[Saved data entries]
# # #

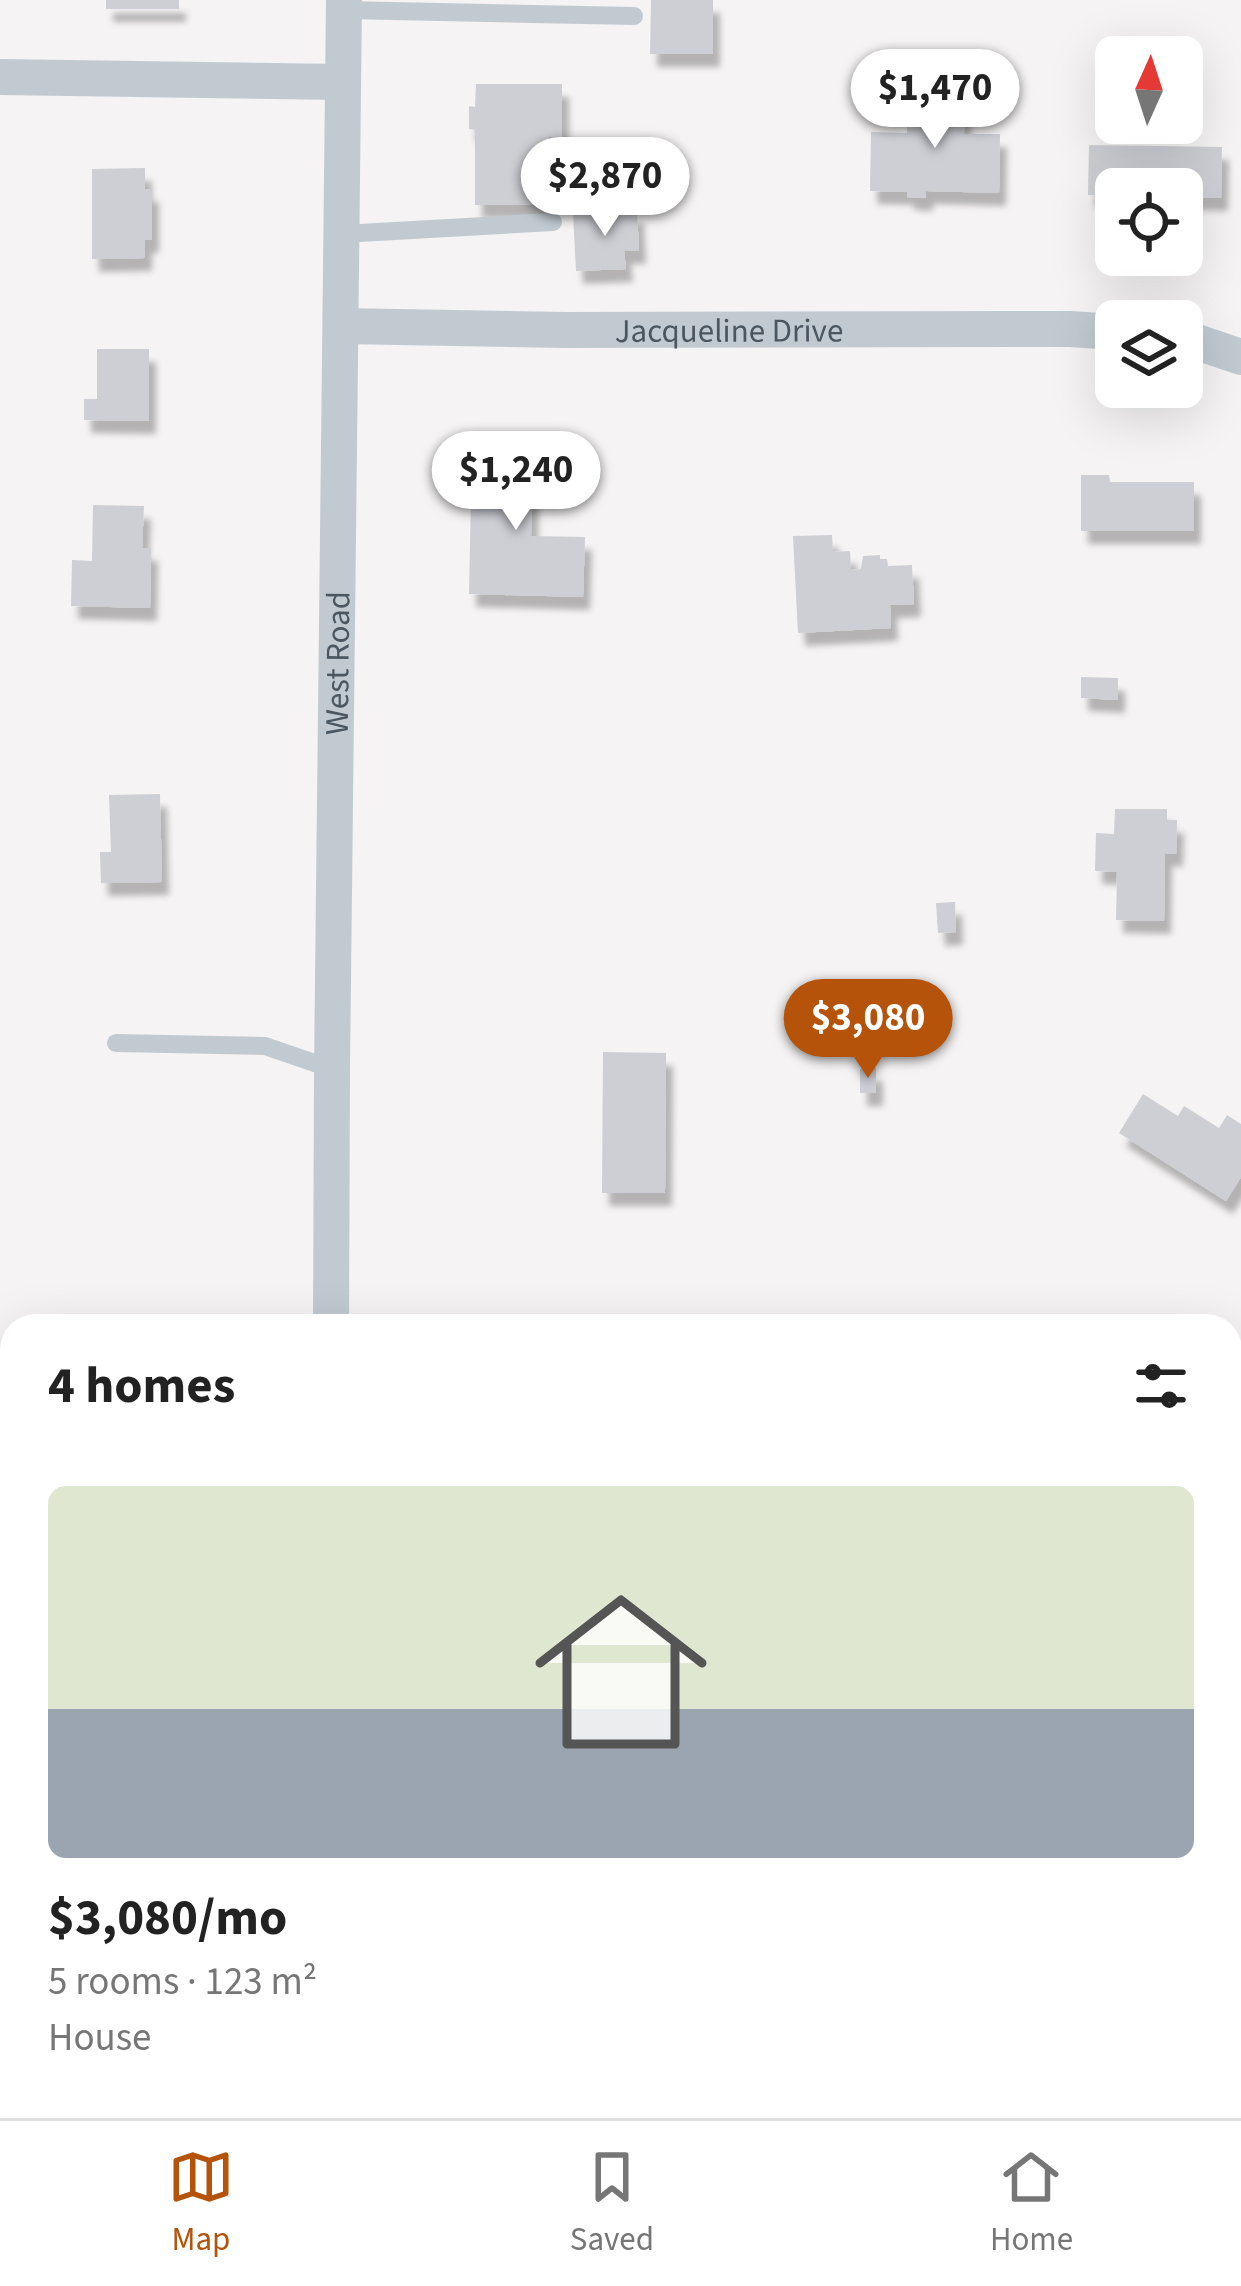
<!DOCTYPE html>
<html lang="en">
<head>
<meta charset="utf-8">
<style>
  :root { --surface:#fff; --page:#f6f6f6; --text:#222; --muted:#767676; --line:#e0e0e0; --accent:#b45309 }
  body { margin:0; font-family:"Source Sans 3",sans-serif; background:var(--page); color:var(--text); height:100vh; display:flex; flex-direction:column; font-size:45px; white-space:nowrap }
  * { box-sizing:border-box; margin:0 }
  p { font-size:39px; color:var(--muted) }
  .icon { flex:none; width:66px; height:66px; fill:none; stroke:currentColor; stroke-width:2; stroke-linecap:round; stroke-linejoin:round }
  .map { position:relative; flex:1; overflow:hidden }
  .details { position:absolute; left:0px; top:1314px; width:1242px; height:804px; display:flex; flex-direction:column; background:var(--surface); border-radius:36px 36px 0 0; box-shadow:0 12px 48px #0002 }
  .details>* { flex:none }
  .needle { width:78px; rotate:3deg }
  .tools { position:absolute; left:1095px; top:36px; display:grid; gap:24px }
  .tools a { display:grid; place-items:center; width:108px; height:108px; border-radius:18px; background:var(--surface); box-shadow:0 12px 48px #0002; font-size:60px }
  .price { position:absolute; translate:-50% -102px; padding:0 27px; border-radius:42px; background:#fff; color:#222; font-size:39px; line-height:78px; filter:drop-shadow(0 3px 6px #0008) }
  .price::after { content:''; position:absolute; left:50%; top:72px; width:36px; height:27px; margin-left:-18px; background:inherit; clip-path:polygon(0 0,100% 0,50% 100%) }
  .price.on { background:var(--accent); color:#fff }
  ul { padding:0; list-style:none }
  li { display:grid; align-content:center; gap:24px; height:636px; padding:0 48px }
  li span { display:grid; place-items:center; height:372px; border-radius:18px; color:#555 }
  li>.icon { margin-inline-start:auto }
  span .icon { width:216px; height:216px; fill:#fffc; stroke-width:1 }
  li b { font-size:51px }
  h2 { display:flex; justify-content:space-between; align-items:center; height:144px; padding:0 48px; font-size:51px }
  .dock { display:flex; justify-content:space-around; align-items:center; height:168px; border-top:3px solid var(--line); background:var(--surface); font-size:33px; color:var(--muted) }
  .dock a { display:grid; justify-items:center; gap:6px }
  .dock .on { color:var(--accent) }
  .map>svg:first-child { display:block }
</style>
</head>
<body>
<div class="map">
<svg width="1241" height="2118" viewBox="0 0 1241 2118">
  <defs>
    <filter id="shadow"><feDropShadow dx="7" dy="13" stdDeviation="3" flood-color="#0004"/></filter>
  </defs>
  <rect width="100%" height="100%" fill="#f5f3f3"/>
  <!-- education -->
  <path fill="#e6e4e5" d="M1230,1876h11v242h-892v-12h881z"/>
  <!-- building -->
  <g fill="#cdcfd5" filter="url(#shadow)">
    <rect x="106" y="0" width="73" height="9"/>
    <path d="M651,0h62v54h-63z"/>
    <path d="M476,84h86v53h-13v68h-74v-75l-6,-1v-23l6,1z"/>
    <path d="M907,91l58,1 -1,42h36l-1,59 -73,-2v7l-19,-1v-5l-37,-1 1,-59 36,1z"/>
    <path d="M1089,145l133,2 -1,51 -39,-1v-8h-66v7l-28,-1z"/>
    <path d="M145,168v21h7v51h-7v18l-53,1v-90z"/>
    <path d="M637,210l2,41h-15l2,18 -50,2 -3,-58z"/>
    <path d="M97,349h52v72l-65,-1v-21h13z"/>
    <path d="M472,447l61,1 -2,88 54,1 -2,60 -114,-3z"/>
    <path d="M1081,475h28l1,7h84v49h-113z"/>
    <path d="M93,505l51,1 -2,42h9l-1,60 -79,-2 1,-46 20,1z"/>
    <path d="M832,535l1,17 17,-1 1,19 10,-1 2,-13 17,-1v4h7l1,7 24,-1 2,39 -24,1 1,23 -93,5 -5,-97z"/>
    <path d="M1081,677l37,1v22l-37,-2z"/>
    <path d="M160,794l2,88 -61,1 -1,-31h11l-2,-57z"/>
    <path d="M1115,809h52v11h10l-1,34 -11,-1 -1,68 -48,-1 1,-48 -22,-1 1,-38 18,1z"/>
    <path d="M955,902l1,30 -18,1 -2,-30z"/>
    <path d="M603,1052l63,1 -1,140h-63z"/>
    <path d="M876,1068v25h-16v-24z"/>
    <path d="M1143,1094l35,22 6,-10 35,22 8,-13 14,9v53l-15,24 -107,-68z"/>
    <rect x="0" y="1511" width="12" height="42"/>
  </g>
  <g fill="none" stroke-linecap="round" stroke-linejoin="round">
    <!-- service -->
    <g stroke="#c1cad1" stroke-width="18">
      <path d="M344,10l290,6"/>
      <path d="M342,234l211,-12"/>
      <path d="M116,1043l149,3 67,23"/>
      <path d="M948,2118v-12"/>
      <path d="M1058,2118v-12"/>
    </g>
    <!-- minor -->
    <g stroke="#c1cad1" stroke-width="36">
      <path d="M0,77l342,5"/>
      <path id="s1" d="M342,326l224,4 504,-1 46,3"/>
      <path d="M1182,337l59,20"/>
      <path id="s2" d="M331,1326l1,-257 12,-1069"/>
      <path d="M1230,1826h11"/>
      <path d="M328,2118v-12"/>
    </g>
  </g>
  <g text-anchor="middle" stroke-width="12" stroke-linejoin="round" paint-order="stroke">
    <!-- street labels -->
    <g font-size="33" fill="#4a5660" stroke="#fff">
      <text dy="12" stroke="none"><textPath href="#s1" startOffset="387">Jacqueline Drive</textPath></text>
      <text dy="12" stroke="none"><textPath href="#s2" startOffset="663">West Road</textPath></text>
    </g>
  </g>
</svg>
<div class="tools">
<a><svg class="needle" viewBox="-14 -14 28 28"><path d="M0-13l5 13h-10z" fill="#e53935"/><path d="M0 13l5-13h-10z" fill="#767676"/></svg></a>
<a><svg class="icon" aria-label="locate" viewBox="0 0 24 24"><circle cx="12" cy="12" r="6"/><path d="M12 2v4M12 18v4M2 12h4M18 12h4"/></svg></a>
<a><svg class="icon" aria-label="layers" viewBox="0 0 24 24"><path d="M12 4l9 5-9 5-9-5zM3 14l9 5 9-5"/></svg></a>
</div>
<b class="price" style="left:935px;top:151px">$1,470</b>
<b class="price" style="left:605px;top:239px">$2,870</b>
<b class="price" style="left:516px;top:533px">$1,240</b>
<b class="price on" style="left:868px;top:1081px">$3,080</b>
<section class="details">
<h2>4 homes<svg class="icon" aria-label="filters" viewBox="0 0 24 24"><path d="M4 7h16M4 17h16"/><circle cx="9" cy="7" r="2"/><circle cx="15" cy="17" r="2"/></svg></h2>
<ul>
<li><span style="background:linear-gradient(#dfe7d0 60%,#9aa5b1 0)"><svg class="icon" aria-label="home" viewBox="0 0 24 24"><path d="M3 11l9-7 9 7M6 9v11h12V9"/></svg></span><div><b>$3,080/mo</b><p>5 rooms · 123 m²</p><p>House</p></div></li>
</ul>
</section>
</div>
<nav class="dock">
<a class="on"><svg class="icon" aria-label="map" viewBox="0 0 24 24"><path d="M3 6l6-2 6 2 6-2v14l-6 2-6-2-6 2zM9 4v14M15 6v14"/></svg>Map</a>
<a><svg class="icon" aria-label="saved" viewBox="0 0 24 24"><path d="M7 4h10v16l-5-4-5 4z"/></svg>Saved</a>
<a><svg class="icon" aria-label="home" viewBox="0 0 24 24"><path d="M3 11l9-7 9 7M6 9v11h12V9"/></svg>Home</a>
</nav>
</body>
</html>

# # #

* _Exercise prompt_
Using the data above, tally each line that has the string "tools" and report only the sum.

* _Answer to this exercise_
3